▶ _ABOUT THIS TASK_: Which lines below include the string "halo"? Please show each one.

▶ _DATA LISTING_:

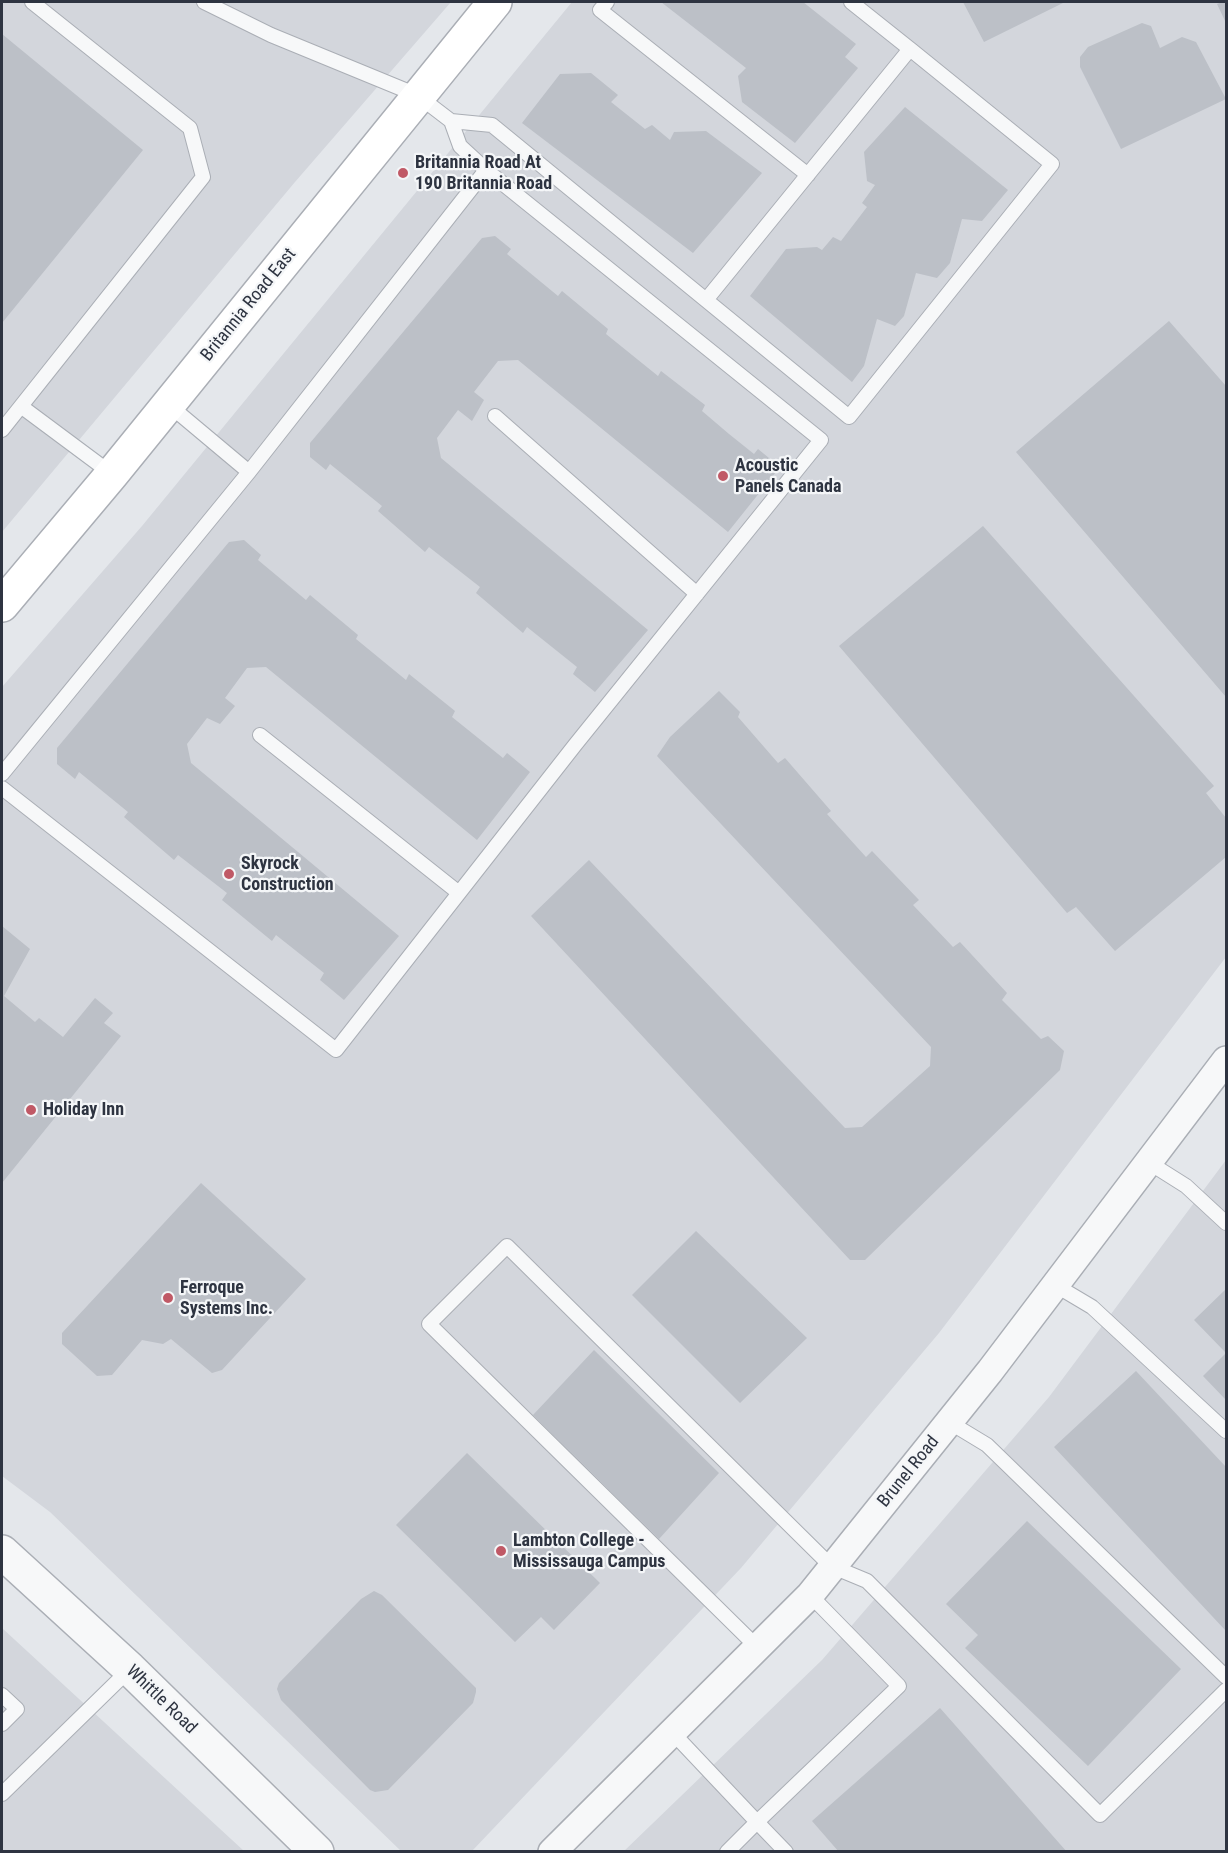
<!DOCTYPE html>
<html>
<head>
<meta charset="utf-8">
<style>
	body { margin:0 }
	#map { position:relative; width:1228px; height:1853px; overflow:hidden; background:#e4e7eb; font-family:"Roboto Condensed",sans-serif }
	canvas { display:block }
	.frame { position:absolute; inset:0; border:3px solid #2e3441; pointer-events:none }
</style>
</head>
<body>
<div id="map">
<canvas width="1228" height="1853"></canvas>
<div class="frame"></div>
</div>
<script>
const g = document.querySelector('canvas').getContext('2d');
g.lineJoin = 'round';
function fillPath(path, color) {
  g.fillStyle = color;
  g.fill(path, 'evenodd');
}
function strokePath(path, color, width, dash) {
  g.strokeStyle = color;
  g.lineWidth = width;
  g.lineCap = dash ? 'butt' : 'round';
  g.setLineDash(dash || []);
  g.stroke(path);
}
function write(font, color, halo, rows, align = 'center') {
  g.font = font + ' "Roboto Condensed",sans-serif';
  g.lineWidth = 4.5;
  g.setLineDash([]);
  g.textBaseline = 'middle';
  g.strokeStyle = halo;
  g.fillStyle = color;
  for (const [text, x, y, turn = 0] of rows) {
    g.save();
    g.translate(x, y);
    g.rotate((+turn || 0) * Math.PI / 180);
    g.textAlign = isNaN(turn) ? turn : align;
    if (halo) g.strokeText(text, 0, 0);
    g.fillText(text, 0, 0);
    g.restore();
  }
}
fillPath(new Path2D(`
	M2 2H451L295 182 2 532Z
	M572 2H1226V957L939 1333 741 1568 472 1851H401L50 1512 2 1476V687L142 526Z
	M1226 1160V1851L623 1852 822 1660 1049 1397Z
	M2 1628 244 1851H2Z`), '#d3d6dc');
fillPath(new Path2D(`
	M661 2H803L856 44 845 57 858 68 795 143 742 102 738 76 746 68Z
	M963 2H1065L984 42Z
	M1222 2H1226V23L1217 4Z
	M1142 23 1151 26 1160 48 1182 37 1196 42 1226 99 1121 149 1080 67V57L1088 47Z
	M2 34 143 150 2 323Z
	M591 73 618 95 611 102 645 129 652 125 670 140 674 132 706 131 762 173 693 253 522 123 560 74Z
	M905 107 1008 190 982 221 962 219 950 263 937 278 916 273 904 316 895 326 877 319 864 366 852 382 750 296 786 249 817 247 822 250 833 237 841 241 867 207 862 203 875 185 867 181 864 152Z
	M495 236 511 249 507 254 558 296 562 291 608 329 606 334 658 376 661 371 705 405 702 411 729 434 754 454 758 449 780 467 728 532 518 360 498 361 474 392 484 400 472 421 458 410 437 438 441 458 648 630 595 692 573 674 577 667 527 627 523 633 476 593 480 587 429 547 425 552 378 511 382 506 330 464 326 470 310 457V443L482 238Z
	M1169 321 1226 386V697L1016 452Z
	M983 526 1214 786 1206 793 1226 818V857L1115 951 1076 907 1067 913 839 646Z
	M244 540 261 555 258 560 306 600 310 595 358 635 356 639 406 680 409 674 455 711 452 717 503 758 507 753 530 772 477 840 266 667 247 668 225 698 235 706 220 724 207 718 187 744 191 763 399 936 344 1000 320 980 324 973 276 935 272 941 222 900 227 893 178 855 174 860 124 817 128 812 79 772 75 779 57 764V748L229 542Z
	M719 691 740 712 738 717 778 763 785 758 831 811 827 814 866 857 872 851 919 900 913 905 953 947 960 942 1007 993 1002 1000 1041 1039 1048 1036 1064 1051 1060 1070 865 1260H850L531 916 589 860 845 1128 862 1127 930 1066 931 1047 657 756 670 737Z
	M2 926 30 949 4 996 35 1022 39 1018 63 1037 95 998 113 1013 104 1023 121 1036 2 1183Z
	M201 1183 306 1279 222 1370 212 1373 171 1339 163 1344 142 1340 112 1375 97 1376 62 1344V1333Z
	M696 1231 807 1338 740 1403 632 1295Z
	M1226 1289V1400L1203 1376 1226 1353 1194 1320Z
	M594 1350 719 1473 659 1539 533 1415Z
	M1136 1371 1226 1467V1631L1054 1447Z
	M467 1453 600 1583 554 1630 541 1617 515 1642 396 1525Z
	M1027 1521 1181 1669 1088 1766 965 1648 978 1635 946 1604Z
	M374 1591 382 1595 476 1688V1692L473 1703 388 1790 375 1792 370 1790 281 1700 277 1689 279 1683 361 1599Z
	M940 1708 1067 1852H839L812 1821Z`), '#bcc0c7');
const service = new Path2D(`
	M607 2 600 10 808 175
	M451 121 492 125 849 417 1052 164 910 49
	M706 300 910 49 851 2
	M169 405 249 472
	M22 407 112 474
	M495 416 697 594
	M2 430 203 177 190 128 32 2
	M260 735 459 893
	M2 774 249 472 486 170
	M2 788 336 1050 575 745 821 440 486 170 460 146 451 121 417 95 271 35 204 2
	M1148 1162 1186 1186 1226 1223
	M1055 1285 1092 1307 1226 1431
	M949 1422 987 1445 1226 1677
	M757 1647 429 1324 507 1246 831 1566 867 1581 1100 1815 1226 1690
	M2 1695 17 1709 2 1724
	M672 1732 757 1822 727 1852
	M2 1794 130 1669
	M786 1852 757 1822 899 1686 810 1595`);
const minor = new Path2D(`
	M552 1852 810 1595 990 1371 1226 1060`);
const tertiary = new Path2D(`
	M2 1552 130 1669 317 1852`);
const secondary = new Path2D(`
	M2 605 112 474 495 2`);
strokePath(service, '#aaaeb5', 16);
strokePath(minor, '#aaaeb5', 30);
strokePath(tertiary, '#aaaeb5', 36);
strokePath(secondary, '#aaaeb5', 36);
strokePath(service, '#f7f8f9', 14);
strokePath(minor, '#f7f8f9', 27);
strokePath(tertiary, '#f7f8f9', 33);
strokePath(secondary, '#fff', 33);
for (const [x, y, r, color] of [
	[403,173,6,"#c05966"],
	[723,476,6,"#c05966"],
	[229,874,6,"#c05966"],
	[31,1110,6,"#c05966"],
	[168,1298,6,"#c05966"],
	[501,1551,6,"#c05966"]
]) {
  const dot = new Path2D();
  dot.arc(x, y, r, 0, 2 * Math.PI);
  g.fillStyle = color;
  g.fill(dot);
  strokePath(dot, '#f4f6f8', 2);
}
write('bold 18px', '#2e3441', '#f4f6f8', [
	["Britannia Road At",415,163],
	["190 Britannia Road",415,184],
	["Acoustic",735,466],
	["Panels Canada",735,487],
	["Skyrock",241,864],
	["Construction",241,885],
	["Holiday Inn",43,1110],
	["Ferroque",180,1288],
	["Systems Inc.",180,1309],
	["Lambton College -",513,1541],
	["Mississauga Campus",513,1562]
], 'left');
write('18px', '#2e3441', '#f4f6f8', [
	["Britannia Road East",249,305,-51],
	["Brunel Road",909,1472,-51],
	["Whittle Road",161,1700,44]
]);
</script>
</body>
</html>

▶ _REPLY_:
function write(font, color, halo, rows, align = 'center') {
  g.strokeStyle = halo;
    if (halo) g.strokeText(text, 0, 0);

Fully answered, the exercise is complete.